The field of medication delivery devices and systems includes “syringe pumps,” which are typically pre-filled medication syringes mechanically driven under microprocessor control to deliver a prescribed dose of medication at a controlled rate to a patient through an infusion line fluidly connected to the syringe. A syringe pump typically includes a motor that rotates a leadscrew. The leadscrew in turn activates a plunger driver which forwardly pushes a plunger within a barrel of the syringe. Pushing the plunger forward thus forces the dose of medication outwardly from the syringe, into the infusion line, and to the patient intravenously or via any other suitable route. As used throughout this disclosure, the term “syringe pump” is intended to generally pertain to any medical device which acts on a syringe to controllably force fluid outwardly therefrom.

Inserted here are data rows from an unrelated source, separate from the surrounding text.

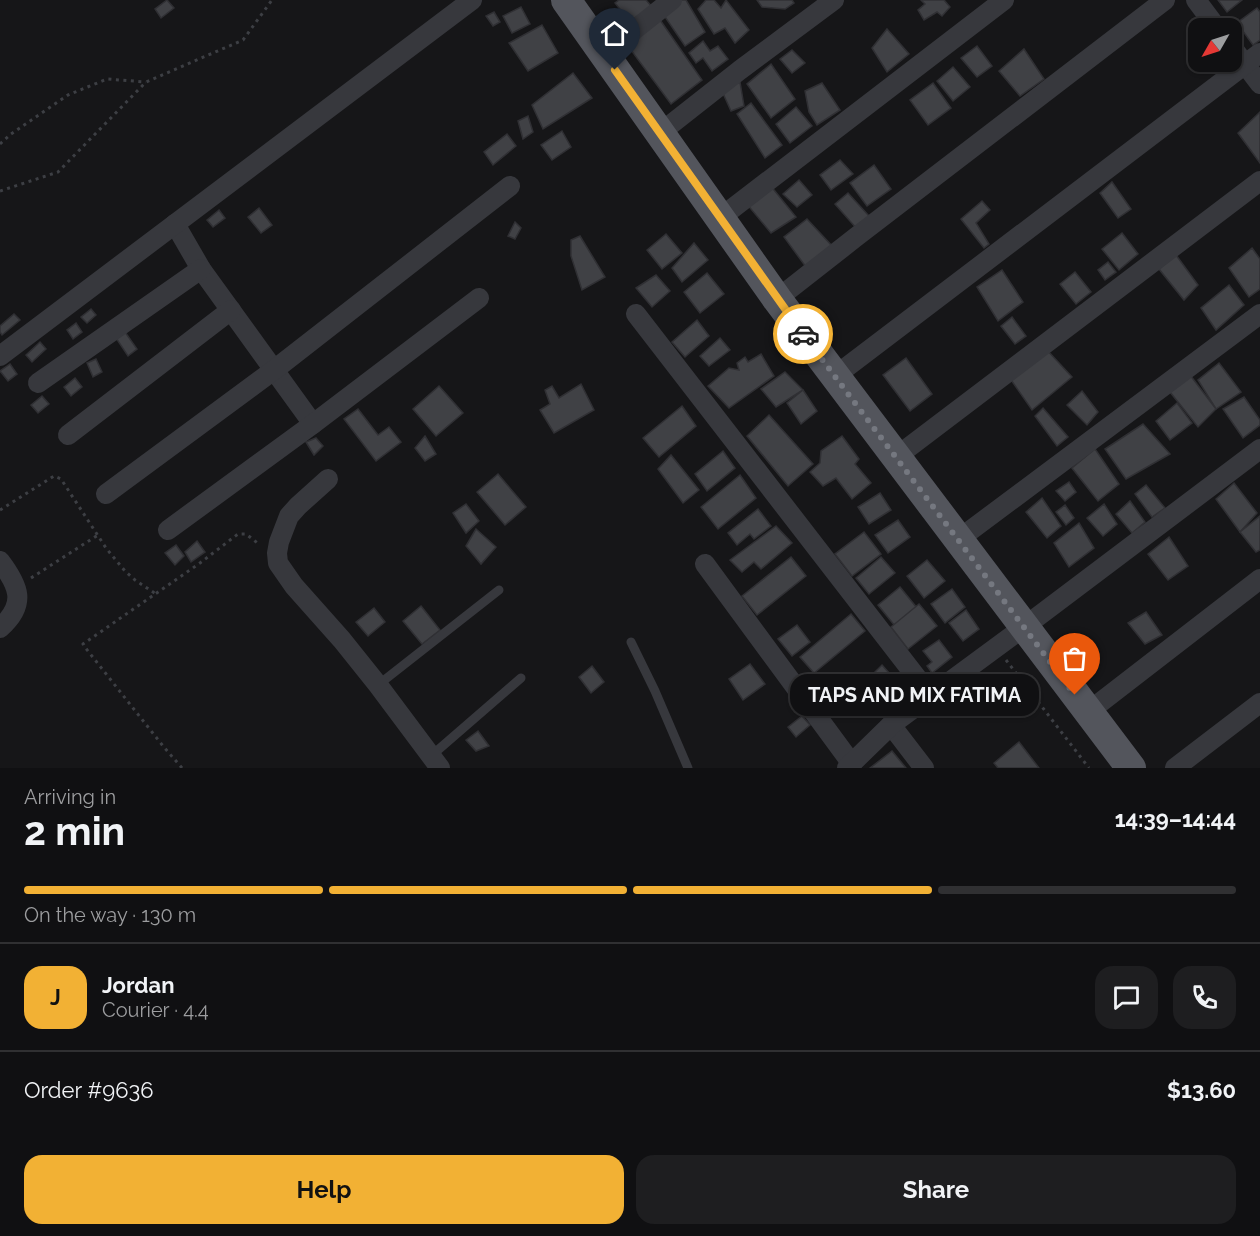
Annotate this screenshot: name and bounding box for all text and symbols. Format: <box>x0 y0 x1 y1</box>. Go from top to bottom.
pin <box>589 8 640 70</box>
icon: home <box>598 17 631 50</box>
north arrow <box>1188 18 1242 72</box>
map controls <box>1188 18 1242 72</box>
courier <box>773 304 833 364</box>
icon: car <box>787 318 820 351</box>
pin <box>1049 633 1100 695</box>
icon: bag <box>1058 642 1091 675</box>
callout: TAPS AND MIX FATIMA <box>790 674 1039 716</box>
text: TAPS AND MIX FATIMA <box>808 683 1021 707</box>
text: Arriving in <box>24 785 116 809</box>
text: 14:39–14:44 <box>1115 806 1236 832</box>
text: 2 min <box>24 808 125 854</box>
text: On the way · 130 m <box>24 903 196 927</box>
button: chat <box>1095 966 1158 1029</box>
button: phone <box>1173 966 1236 1029</box>
text: Jordan <box>102 972 174 998</box>
text: J <box>50 984 61 1010</box>
text: Courier · 4.4 <box>102 998 209 1022</box>
text: Order #9636 <box>24 1077 153 1103</box>
text: $13.60 <box>1167 1077 1236 1103</box>
button: Help <box>24 1155 624 1224</box>
button: Share <box>636 1155 1236 1224</box>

Typically in syringe pumps, a force sensor is positioned adjacent a syringe thumbpress in order to measure a force with which the pump is pushing on the syringe. This measured force can be used to determine fluid pressure inside the syringe which may be, for example, indicative of an undesirable downstream occlusion. While a force sensor adjacent the thumbpress is typically satisfactory for relatively large syringe pumps such as those that are provided near patient beds or otherwise employed in hospitals and clinical settings, it can be unsatisfactory or otherwise problematic for relatively small devices such as, for example, ambulatory syringe pumps wherein provision of a relatively compact device with an acceptable ingress protection rating may be of particular concern.
Attempts to address these problems or deficiencies have resulted in placing a force sensor internal to the pump to determine the fluid pressure. Another attempted approach is to place a force sensor in the moving plunger head and measure the syringe force directly. However, a separate sensor is then required to determine the correct placement or seating of the syringe thumbpress. One approach entails providing digital or analog thumbpress sensors as a component separate from the force sensor where the digital switch confirms that the thumbpress is in the correct position and the analog device measures the size of the thumbpress and verifies that it falls within the correct range. In addition, many syringe pumps further include a separate sensor that measures the linear position of the plunger head.

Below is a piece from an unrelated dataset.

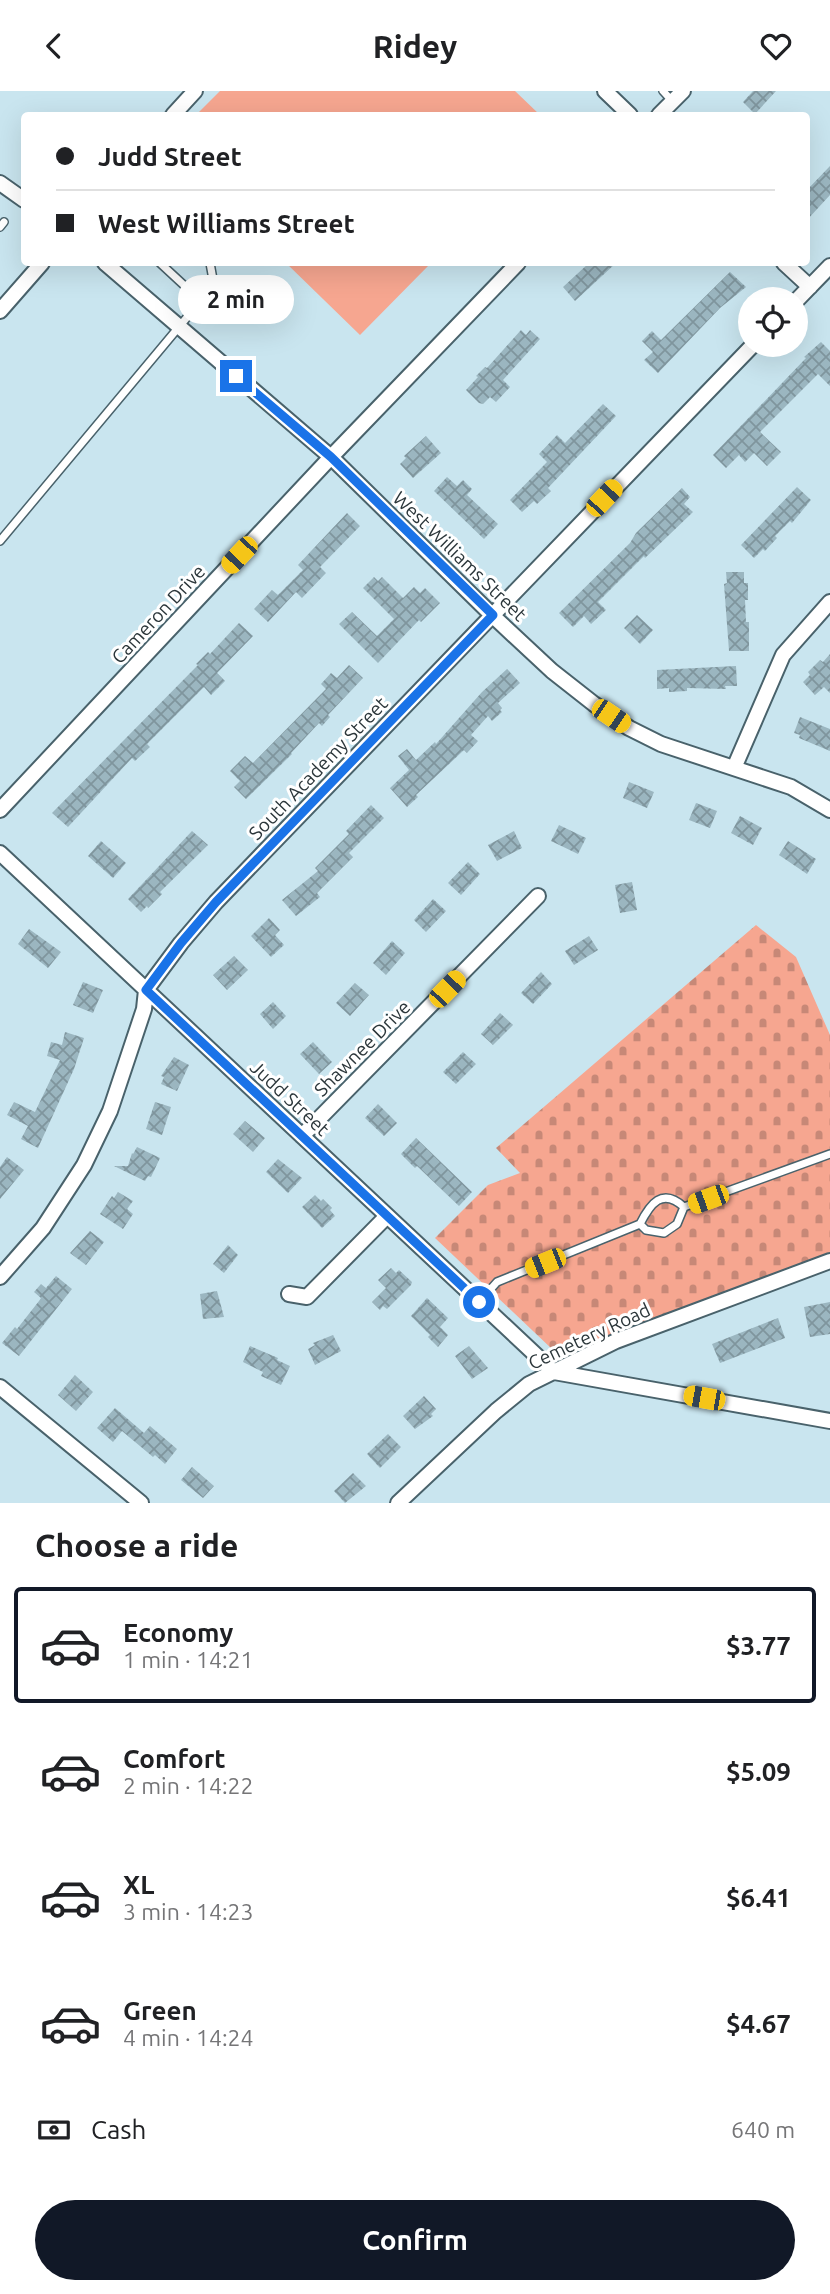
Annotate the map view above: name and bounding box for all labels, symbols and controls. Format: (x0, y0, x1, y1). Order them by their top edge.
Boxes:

One problem with the above conventional approaches is that there exists relative motion between a main printed circuit board and the sensor, resulting in a moving electrical connection or moving wires between a component in motion (e.g., force sensor or thumbpress sensor) and a static component (e.g., main printed circuit board). Another problem is that numerous separate components must be provided which subsequently results in a more complex system.
Consequently, it would be useful and advantageous to provide systems and methods that solve the problems associated with syringe pumps as discussed above.